━━ Records to use
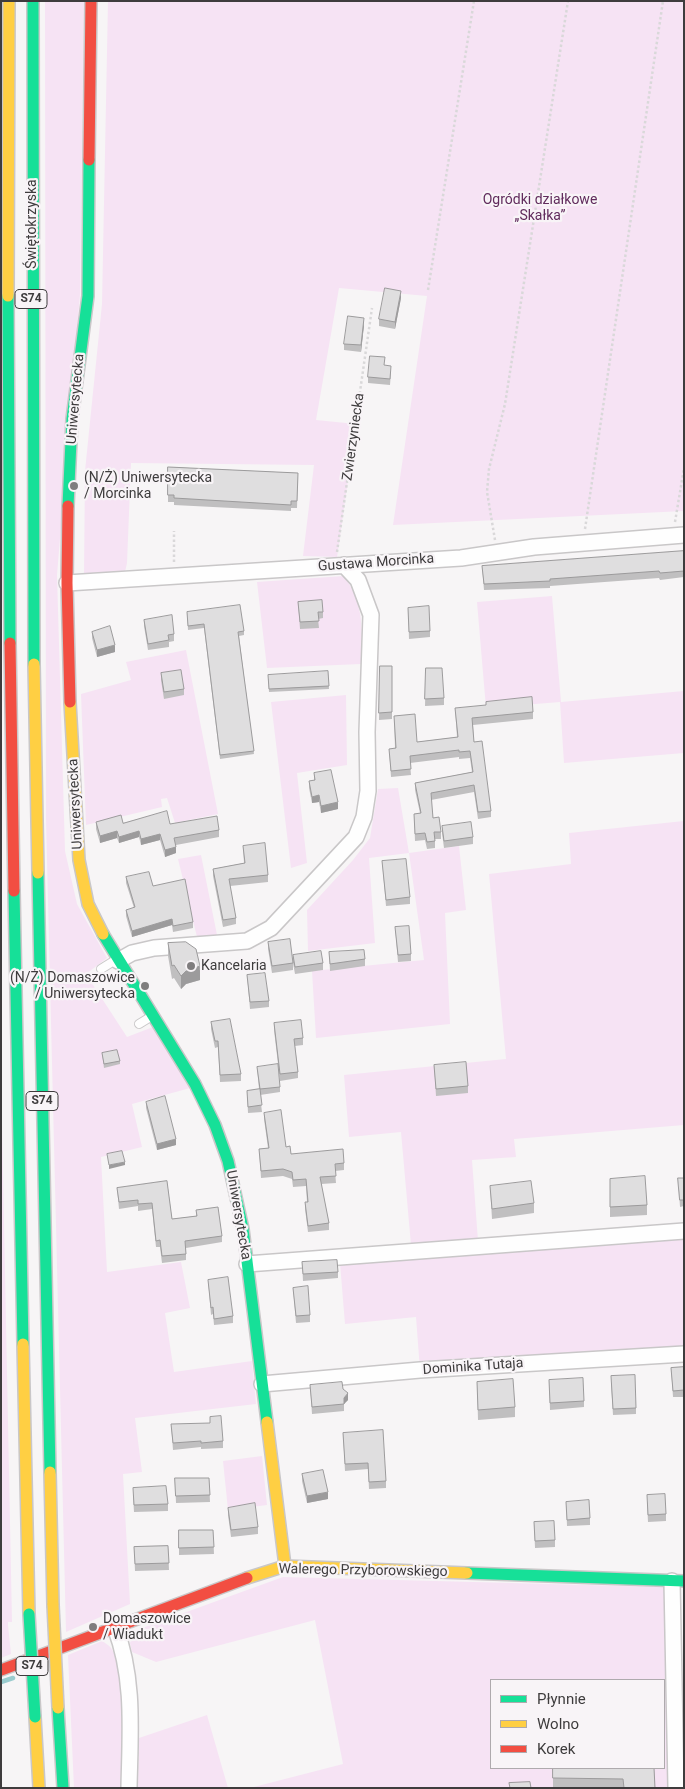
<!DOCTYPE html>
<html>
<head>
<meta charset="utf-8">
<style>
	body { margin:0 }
	#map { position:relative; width:685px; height:1789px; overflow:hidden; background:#f7f5f6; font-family:Roboto,sans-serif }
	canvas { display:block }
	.frame { position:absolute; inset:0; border:2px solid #3e3c3d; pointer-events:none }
	.legend { position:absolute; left:490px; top:1679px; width:175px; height:90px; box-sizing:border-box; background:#f8f4f7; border:1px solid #aeaaad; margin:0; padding:6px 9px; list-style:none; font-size:15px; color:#3e3c3d }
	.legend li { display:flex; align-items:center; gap:10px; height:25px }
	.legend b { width:25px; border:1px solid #aeaaad }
</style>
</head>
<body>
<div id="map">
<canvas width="685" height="1789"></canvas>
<div class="frame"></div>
<ul class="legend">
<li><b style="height:6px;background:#16e098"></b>Płynnie</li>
<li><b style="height:6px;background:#ffcf43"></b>Wolno</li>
<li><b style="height:6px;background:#f24e42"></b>Korek</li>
</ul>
</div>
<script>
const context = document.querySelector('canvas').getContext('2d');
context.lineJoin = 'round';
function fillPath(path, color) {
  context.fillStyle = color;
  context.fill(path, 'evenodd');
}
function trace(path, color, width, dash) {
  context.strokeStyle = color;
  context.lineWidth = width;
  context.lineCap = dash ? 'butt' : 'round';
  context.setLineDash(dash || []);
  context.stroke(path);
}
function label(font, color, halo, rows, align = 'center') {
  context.font = font + ' Roboto,sans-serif';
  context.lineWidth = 4.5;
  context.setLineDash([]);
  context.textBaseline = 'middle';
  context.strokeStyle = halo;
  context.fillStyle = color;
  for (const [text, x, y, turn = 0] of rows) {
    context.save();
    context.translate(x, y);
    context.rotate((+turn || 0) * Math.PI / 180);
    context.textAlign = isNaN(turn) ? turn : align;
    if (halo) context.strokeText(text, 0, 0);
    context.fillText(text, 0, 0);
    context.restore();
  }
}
fillPath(new Path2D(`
	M45 1H84L80 294 57 575 65 851 77 904 107 958 86 974 127 1037 153 1027 190 1088 132 1104 142 1147 101 1157 107 1272 181 1262 190 1308 165 1313 174 1372 252 1361 256 1404 135 1418 142 1472 123 1474 130 1604 66 1632 46 819Z
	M108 1H684V511L393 525 427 296 339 288 316 420 356 424 337 557 303 556 314 465 131 463 127 563 125 572 84 575 85 471 102 304Z
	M344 576C365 606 362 629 361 664L267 668 257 582Z
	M552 596 561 702 684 691V753L564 763 560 702 486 708 477 602Z
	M186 650 218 814 175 823 167 798 161 799 162 807 86 825 81 694 131 680 126 662Z
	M346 695 347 765 297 773 307 863 291 868 271 702Z
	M398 788 409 853 459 846 466 910 445 913 450 1024 316 1038 312 971 424 960 409 853 369 858 375 943 308 951 307 910 353 860 370 838 378 789Z
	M684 821V1125L514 1139 516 1157 472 1160 478 1241 411 1245 401 1132 349 1137 344 1075 506 1059 489 874 571 864 569 833Z
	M201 855 217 935 197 937 178 859Z
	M1 1073 12 1622H8V1625L11 1654 1 1658Z
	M684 1238V1354L420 1370 416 1317 345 1324 340 1263Z
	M262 1456 267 1505 228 1510 223 1461Z
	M283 1577 664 1587 668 1788H250L343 1764 315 1620 156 1662 132 1652 130 1643 134 1631ZM491 1680H664V1768H491Z
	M102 1641C105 1643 109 1645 111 1648 129 1674 122 1755 121 1788H74L68 1655Z
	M207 1715 228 1788H138L139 1738Z`), '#f6e3f4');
trace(new Path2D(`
	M1 1682 13 1678`), '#99cbce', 4.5);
const lane = new Path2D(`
	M101 969 117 959
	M139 1024 152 1016`);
const street = new Path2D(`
	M67 583 461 558 534 547 684 535
	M118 961 132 953 154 948 247 941 271 928 356 837 364 817 368 791 367 732 371 615 358 580 344 565
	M247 1264 684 1231
	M262 1384 420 1370 684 1354
	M672 1581 676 1788
	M115 1627C135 1679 130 1733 129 1788`);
const fast = new Path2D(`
	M33 1 34 664
	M8 296 10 643
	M68 506 72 419 88 296 89 160
	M38 873 50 1472
	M14 891 23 1344
	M103 934 195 1084 215 1125 228 1161 243 1229 267 1422
	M467 1573 684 1581
	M58 1708 63 1788`);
const slow = new Path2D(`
	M8 296 9 1
	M34 664 38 873
	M70 702 79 860 88 904 103 934
	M23 1344 29 1614
	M267 1422 285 1566
	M50 1472 53 1605
	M247 1578 285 1566 467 1573
	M35 1717 39 1788`);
const jam = new Path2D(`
	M89 160 91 1
	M68 506 67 583 70 702
	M10 643 14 891
	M1 1670 247 1578`);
trace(lane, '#c9c7c8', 10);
trace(street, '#c9c7c8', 18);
trace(fast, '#c9c7c8', 14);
trace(slow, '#c9c7c8', 14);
trace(jam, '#c9c7c8', 14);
trace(new Path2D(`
	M428 290 474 1
	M675 522 684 468
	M585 529 663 1
	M495 540 487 492 489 469 505 404 568 1
	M337 552 372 308
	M174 562V531`), '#d9d8d9', 2.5, [2.5, 2.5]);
trace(lane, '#fefefe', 8);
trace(street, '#fefefe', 15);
trace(fast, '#16e098', 11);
trace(slow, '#ffcf43', 11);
trace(jam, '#f24e42', 11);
const fastBridge = new Path2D(`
	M29 1614 35 1717`);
const slowBridge = new Path2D(`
	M53 1605 58 1708`);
trace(fastBridge, '#c9c7c8', 14, []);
trace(slowBridge, '#c9c7c8', 14, []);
trace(fastBridge, '#16e098', 11);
trace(slowBridge, '#ffcf43', 11);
fillPath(new Path2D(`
	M401 298 395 329 379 326V319Z
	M364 325 361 352 344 350V344Z
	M384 365 391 372 390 385 368 383V377Z
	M168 467 298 473 297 508H291V511L174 505V502H168Z
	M684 551V577L660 580 659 578 550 586V588L484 590 482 566Z
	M298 602 323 612V618L318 619 319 628 300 629Z
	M408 608 430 631V637L409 639Z
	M187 612 244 631V635L239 636 254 754 220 759 204 628 188 630Z
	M144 620 174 634V641L169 642V647L148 650 144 626Z
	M92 632 115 652 97 657 92 638Z
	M380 666H392V719L379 720Z
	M426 668 444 698V705L425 706Z
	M328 671 329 689 269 692 268 679Z
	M161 673 184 689V695L164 699 161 680Z
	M455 708 533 712V719L473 725 474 742 491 811V817L478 819 474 792 431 800 433 818 441 832V839H435V848L427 849 425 840 415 841 414 814 420 813 415 790V783L472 772 470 758 459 759V757L410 763 411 775 391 777 389 749 395 748 394 716 417 742 457 737Z
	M314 773 338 809 321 813 319 802 312 803 309 788V781L314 780Z
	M96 822 170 824 219 830V837L176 845V853L165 857 160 840 141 845 139 837 119 843 117 838 100 843 96 829Z
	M442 826 473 837V844L444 848 442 833Z
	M243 846 268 875V882L230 886 236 918V924L223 927 213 876V869L244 863Z
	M382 861 410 897V904L386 906Z
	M126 877 153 886 193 922V928L173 932 172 925 132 937 126 916V910L134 908 126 883Z
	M395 927 411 954V961L398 962Z
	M268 942 293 962V955L323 963V970L295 974 293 963V970L272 973 268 949Z
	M168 943 200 980 186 984 181 989 174 978 172 979 168 956Z
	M329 952 365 959V966L330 971Z
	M247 975 269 1001V1007L250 1009Z
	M211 1022 241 1074V1081L220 1082 218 1047 215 1048 211 1029Z
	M274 1023 303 1038V1045L295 1046 298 1072V1078L280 1081 274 1030Z
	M102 1053 120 1061V1064L104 1068Z
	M434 1065 468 1086V1093L436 1096Z
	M257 1067 280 1087V1092L260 1095 262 1112 248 1113 247 1091 259 1089Z
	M146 1102 176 1145 157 1150 146 1108Z
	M264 1113 291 1154 344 1163V1170L335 1171 336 1183 321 1184 329 1223V1230L308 1232 305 1209V1202H307L306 1186 293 1187 292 1179 283 1176 261 1178 259 1149 268 1148 264 1119Z
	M678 1178H684V1206L680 1207Z
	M610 1179 647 1205V1215L610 1217Z
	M167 1181 172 1219 196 1216V1210L222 1236V1242L186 1248V1260L162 1263 160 1247H156L152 1209 138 1211V1206L119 1209 117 1188Z
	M490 1186 534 1203V1213L492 1219Z
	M302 1262 338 1272V1278L303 1281Z
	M208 1280 233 1316V1323L214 1325 213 1314 211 1315Z
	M293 1288 310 1315V1322L296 1323Z
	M684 1367V1397H673L671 1368Z
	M549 1380 584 1401V1407L550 1410Z
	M477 1382 515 1407V1417L478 1420Z
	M611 1383 636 1408V1414L613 1415Z
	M310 1385 343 1389 348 1400 344 1404V1411L312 1414Z
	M171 1424 223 1441V1448L201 1449V1447L173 1450Z
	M343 1433 386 1481V1488L369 1489 368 1469 345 1471Z
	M302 1474 328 1499 307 1503 302 1481Z
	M175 1478H209L210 1502 176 1503Z
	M133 1495 168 1504V1511L134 1512Z
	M566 1502 590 1518V1525L567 1526Z
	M647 1502 666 1514V1521L648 1522Z
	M228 1508 258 1527V1534L231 1537 228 1515Z
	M534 1522 555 1540V1547L535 1548Z
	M179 1530H213L214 1554 179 1555Z
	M168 1546 169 1570 135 1571 134 1547Z
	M553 1768H654L655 1788H553Z`), '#c0bfc0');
fillPath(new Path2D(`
	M401 291V298L395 329V322Z
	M364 318V325L361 352V345Z
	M115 645V652L97 657V650Z
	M319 795V802L312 803V797Z
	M338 802V809L321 813V806Z
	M117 831V838L100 843V836Z
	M139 831V837L119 843V837Z
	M160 834V840L141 845V839Z
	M176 847V853L165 857V850Z
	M172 919V925L132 937V931Z
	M200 966V980L186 984 181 989V976L186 971Z
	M176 1139V1145L157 1150V1144Z
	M125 1162V1165L109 1169V1165Z
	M348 1393V1400L344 1404V1398Z
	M328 1492V1499L307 1503V1496Z`), '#9c9b9c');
const building = new Path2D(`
	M385 288 401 291 395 322 379 319Z
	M348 316 364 318 361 345 344 344Z
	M370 356 385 357 384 365 391 366 390 379 368 377Z
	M168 467 298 473 297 501H291V505L174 498V495H168Z
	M684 551V571L660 573 659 571 550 579V581L484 584 482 566Z
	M322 600 323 612H318L319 621 300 622 298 602Z
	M240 605 244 631 238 632 254 751 220 755 204 624 188 626 187 612Z
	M429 606 430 631 409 632 408 608Z
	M172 615 174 634 168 635 169 640 148 644 144 620Z
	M110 626 115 645 97 650 92 632Z
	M380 666H392V712L379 713Z
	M426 668H442L444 698 425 699Z
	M181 670 184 689 164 692 161 673Z
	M328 671 329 686 269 689 268 675Z
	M532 697 533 712 472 718 474 742 482 741 491 811 478 812 474 785 431 793 433 818 439 817 441 832H434L435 841 427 842 425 833 415 834 414 814 421 813 415 783 473 772 470 751 459 752V750L410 756 411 769 391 771 389 749 396 748 394 716 415 714 417 742 458 737 455 708 486 705V702Z
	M331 770 338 802 321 806 319 795 312 797 309 781 315 780 314 773Z
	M167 811 170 824 217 816 219 830 174 838 176 847 165 850 160 834 141 839 139 831 119 837 117 831 100 836 96 822 121 815 123 823Z
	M471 822 473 837 444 841 442 826Z
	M265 843 268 875 229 879 236 918 223 920 213 869 245 863 243 846Z
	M406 859 410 897 386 900 382 861Z
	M149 872 153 886 185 879 193 922 173 926 172 919 132 931 126 910 135 907 126 877Z
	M409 926 411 954 398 955 395 927Z
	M290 939 293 963 272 966 268 942Z
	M186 942 196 949 200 966 186 971 181 976 174 965 172 966 168 943Z
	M364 950 365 959 330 964 329 952Z
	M321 951 323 963 295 967 293 955Z
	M265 973 269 1001 250 1002 247 975Z
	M230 1019 241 1074 220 1075 218 1041H215L211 1022Z
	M301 1020 303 1038 294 1039 298 1072 280 1074 274 1023Z
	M117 1050 120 1061 104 1064 102 1053Z
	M466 1062 468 1086 436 1089 434 1065Z
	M278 1064 280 1087 260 1089 257 1067Z
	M260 1089 262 1105 248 1107 247 1091Z
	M165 1096 176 1139 157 1144 146 1102Z
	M281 1110 286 1147 290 1146 291 1154 343 1149 344 1163 335 1164 336 1176 320 1177 329 1223 308 1226 305 1202H308L306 1179 293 1180 292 1172 283 1169 261 1171 259 1149 269 1148 264 1113Z
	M122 1151 125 1162 109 1165 107 1154Z
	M645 1176 647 1205 610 1207V1179Z
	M678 1178H684V1200H680Z
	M167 1181 172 1219 197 1216 196 1210 218 1207 222 1236 185 1241 186 1254 162 1256 160 1240 156 1241 152 1203 138 1204V1200L119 1202 117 1188Z
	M531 1181 534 1203 492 1209 490 1186Z
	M337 1260 338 1272 303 1274 302 1262Z
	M228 1277 233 1316 214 1319 213 1307 211 1308 208 1280Z
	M308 1286 310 1315 296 1316 293 1288Z
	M684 1367V1390L673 1391 671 1368Z
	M635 1375 636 1408 613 1409 611 1376Z
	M583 1378 584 1401 550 1403 549 1380Z
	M513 1379 515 1407 478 1410 477 1382Z
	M342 1382 343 1389 348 1393 344 1398V1404L312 1407 310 1385Z
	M221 1416 223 1441 201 1443V1441L173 1443 171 1424 210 1423V1417Z
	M383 1430 386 1481 369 1482 368 1463 345 1464 343 1433Z
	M323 1470 328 1492 307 1496 302 1474Z
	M175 1478H209L210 1495 176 1496Z
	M166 1486 168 1504 134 1505 133 1488Z
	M665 1494 666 1514 648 1515 647 1495Z
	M589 1500 590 1518 567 1520 566 1502Z
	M255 1503 258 1527 231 1530 228 1508Z
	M554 1521 555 1540 535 1541 534 1522Z
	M179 1530H213L214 1547 179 1548Z
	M168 1546 169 1563 135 1564 134 1547Z
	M553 1768H654L655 1788H624L623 1779 553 1778Z
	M530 1782 531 1788H510L509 1783Z`);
fillPath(building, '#dfdedf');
trace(building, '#9c9b9c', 1);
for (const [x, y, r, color] of [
	[74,486,5,"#7f7d7e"],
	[191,966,5,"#7f7d7e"],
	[145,986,5,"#7f7d7e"],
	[93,1627,5,"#7f7d7e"]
]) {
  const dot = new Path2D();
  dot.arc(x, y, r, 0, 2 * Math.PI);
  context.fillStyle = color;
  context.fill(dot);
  trace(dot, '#f8f4f7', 2);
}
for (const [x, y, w] of [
	[31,299,32],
	[42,1101,32],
	[32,1666,32]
]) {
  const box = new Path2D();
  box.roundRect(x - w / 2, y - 9.5, w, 19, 4);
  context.fillStyle = '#f8f4f7';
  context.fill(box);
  trace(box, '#3e3c3d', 1);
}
label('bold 12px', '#3e3c3d', null, [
	["S74",31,299],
	["S74",42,1101],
	["S74",32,1666]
]);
label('14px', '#612c5d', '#f8f4f7', [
	["Ogródki działkowe",540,200],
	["„Skałka”",540,216]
]);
label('14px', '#3e3c3d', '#f8f4f7', [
	["Świętokrzyska",32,224,-90],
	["Uniwersytecka",76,399,-85],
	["Zwierzyniecka",354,437,-82],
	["Gustawa Morcinka",376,563,-4],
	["Uniwersytecka",76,804,-93],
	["Uniwersytecka",238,1215,80],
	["Dominika Tutaja",473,1367,-4],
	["Walerego Przyborowskiego",363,1571,1]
]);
label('14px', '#3e3c3d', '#f8f4f7', [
	["(N/Ż) Uniwersytecka",84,478],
	["/ Morcinka",84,494],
	["Kancelaria",201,966],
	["(N/Ż) Domaszowice",135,978,"right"],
	["/ Uniwersytecka",135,994,"right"],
	["Domaszowice",103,1619],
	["/ Wiadukt",103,1635]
], 'left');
</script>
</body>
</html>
━━━━
The problem:
Go through the data and show each line that holds "halo".

Answer area:
function label(font, color, halo, rows, align = 'center') {
  context.strokeStyle = halo;
    if (halo) context.strokeText(text, 0, 0);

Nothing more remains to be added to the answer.